START Information provided

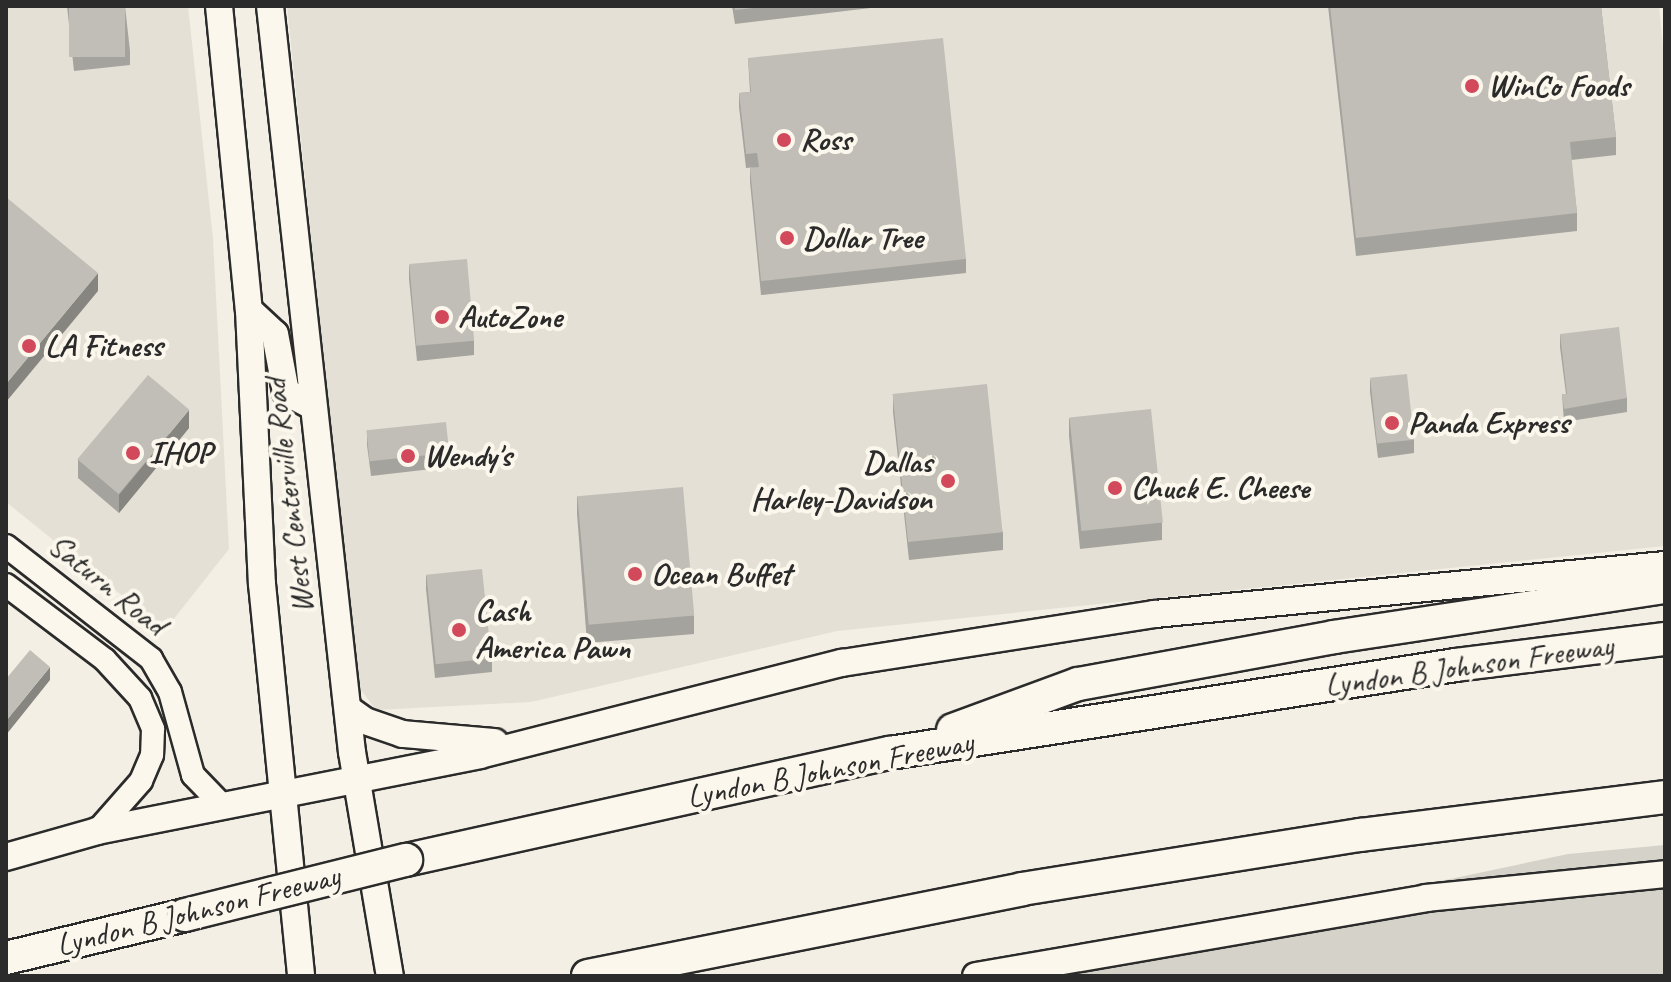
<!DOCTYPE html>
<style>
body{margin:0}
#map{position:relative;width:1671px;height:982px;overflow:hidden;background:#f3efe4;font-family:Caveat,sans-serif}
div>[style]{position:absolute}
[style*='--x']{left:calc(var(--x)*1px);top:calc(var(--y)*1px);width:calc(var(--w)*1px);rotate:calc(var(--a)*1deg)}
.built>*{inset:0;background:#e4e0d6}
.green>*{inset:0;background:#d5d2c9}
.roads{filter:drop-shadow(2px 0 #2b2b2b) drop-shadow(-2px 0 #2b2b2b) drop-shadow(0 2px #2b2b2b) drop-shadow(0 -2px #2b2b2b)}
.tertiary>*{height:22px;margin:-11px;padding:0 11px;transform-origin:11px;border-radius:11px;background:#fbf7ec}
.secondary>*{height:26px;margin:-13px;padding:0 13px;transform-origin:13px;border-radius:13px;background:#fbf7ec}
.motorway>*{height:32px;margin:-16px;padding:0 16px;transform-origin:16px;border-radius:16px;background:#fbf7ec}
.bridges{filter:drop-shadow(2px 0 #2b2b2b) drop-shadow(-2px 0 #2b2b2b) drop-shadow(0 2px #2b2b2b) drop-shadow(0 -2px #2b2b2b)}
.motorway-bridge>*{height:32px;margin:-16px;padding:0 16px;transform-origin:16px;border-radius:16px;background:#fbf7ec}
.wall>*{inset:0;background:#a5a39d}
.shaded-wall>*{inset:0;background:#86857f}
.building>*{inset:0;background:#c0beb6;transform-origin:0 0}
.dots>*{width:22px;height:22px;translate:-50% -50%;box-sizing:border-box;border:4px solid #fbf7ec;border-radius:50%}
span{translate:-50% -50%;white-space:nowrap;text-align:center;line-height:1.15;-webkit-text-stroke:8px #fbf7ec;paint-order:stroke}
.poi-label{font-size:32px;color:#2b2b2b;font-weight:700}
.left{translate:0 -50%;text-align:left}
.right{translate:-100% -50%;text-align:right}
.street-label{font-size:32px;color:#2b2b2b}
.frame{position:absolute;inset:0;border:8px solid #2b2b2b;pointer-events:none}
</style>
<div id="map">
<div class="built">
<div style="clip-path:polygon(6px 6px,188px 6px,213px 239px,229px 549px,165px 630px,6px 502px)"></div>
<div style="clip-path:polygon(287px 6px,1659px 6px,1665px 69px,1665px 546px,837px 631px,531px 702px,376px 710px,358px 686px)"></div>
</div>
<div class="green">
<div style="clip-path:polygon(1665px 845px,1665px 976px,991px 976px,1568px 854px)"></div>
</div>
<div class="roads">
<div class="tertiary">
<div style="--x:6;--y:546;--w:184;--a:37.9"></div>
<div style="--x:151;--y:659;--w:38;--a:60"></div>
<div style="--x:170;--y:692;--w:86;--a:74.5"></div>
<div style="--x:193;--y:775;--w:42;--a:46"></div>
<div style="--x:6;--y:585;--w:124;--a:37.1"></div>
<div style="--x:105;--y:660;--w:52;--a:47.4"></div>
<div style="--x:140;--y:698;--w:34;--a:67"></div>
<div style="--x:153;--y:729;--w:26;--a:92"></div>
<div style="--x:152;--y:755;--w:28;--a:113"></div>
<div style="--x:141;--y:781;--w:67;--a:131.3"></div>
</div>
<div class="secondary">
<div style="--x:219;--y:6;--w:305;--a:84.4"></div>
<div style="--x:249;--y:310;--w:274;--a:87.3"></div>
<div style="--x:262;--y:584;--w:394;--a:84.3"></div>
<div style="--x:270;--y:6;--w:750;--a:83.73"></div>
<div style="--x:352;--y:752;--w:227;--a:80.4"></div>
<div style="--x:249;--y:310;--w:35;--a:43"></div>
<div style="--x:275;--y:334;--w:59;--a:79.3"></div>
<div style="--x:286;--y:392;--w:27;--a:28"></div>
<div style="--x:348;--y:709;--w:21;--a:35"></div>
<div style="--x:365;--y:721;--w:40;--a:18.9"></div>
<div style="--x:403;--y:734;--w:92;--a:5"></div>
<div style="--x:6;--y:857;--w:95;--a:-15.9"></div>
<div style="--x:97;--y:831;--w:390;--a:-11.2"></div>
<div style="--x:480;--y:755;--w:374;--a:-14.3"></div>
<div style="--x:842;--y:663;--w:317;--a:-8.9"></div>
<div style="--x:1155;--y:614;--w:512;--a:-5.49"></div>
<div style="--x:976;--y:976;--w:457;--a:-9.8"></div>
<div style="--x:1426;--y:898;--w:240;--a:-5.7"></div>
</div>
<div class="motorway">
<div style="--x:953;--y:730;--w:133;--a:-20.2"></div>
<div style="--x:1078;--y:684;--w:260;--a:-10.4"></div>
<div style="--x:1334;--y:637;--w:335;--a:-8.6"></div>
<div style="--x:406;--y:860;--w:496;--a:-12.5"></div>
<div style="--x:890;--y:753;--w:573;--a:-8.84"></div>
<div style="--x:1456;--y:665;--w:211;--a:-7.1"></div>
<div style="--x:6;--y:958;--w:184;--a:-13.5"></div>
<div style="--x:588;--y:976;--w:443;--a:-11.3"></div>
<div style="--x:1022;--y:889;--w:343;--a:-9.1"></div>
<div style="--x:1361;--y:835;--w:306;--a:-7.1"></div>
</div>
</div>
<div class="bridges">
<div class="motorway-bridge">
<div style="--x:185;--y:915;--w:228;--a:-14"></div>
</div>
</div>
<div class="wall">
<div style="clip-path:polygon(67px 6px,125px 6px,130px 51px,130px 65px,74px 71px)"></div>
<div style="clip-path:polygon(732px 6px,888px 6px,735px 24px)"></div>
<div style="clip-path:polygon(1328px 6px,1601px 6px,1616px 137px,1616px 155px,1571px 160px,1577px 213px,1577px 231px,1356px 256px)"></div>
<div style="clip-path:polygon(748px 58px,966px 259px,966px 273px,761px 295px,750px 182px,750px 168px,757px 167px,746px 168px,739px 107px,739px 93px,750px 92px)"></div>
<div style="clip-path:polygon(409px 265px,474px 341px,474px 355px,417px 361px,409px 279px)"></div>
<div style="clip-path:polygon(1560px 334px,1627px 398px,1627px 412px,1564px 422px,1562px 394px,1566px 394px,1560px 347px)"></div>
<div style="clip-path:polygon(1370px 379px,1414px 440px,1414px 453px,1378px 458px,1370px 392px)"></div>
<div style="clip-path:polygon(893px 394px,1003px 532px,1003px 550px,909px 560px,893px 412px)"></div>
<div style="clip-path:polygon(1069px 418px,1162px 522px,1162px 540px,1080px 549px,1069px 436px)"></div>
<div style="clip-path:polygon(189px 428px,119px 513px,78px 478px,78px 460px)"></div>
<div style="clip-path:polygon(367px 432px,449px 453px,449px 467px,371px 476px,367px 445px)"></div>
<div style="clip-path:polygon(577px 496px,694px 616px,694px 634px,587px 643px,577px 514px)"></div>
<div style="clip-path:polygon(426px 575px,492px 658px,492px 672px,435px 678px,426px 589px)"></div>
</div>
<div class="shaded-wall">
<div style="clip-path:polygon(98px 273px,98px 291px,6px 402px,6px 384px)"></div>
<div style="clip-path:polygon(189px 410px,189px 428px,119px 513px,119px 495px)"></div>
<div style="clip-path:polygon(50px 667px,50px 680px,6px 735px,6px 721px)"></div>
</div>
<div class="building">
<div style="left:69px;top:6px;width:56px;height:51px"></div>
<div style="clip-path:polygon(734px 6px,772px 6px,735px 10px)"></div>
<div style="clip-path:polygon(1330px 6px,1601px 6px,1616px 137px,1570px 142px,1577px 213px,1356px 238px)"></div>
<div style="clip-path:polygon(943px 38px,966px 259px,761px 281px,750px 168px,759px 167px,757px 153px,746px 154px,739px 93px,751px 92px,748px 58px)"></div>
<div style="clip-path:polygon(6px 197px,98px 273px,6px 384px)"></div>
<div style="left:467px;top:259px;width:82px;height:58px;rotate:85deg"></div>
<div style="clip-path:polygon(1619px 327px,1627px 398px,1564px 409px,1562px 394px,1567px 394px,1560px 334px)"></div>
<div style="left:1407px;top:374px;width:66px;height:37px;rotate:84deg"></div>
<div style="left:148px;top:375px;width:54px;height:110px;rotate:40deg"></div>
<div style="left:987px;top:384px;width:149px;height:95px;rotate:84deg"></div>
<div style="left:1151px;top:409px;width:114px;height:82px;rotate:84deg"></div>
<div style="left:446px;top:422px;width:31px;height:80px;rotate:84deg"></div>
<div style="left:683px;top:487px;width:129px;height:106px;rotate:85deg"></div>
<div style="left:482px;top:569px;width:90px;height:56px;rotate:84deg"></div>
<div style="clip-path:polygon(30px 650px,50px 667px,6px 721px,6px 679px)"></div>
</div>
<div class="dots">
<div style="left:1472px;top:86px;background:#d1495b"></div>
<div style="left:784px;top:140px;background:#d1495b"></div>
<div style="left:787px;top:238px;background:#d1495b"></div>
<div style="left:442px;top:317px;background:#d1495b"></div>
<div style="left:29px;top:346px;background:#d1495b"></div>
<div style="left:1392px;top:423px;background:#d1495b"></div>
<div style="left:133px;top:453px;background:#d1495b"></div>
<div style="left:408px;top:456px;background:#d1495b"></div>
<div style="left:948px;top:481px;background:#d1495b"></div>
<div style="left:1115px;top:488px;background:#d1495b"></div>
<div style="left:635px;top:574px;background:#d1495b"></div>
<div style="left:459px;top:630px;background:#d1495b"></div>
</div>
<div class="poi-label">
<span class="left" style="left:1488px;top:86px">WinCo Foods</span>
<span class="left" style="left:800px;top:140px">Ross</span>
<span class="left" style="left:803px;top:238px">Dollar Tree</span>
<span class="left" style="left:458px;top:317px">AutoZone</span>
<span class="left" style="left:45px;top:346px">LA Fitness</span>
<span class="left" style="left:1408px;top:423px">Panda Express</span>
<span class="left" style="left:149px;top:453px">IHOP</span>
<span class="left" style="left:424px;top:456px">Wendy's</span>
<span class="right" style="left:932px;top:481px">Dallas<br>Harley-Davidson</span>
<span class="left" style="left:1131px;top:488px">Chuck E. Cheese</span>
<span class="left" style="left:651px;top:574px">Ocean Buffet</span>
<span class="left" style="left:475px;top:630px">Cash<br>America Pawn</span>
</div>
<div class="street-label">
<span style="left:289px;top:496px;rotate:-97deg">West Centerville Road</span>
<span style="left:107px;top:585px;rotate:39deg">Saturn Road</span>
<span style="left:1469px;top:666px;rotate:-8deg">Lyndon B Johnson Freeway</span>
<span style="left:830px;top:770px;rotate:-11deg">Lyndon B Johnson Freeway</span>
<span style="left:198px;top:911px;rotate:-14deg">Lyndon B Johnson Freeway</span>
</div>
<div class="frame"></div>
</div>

END Information provided

### Directions
Please return every line in the data that includes the string "shaded".

### Response box
.shaded-wall>*{inset:0;background:#86857f}
<div class="shaded-wall">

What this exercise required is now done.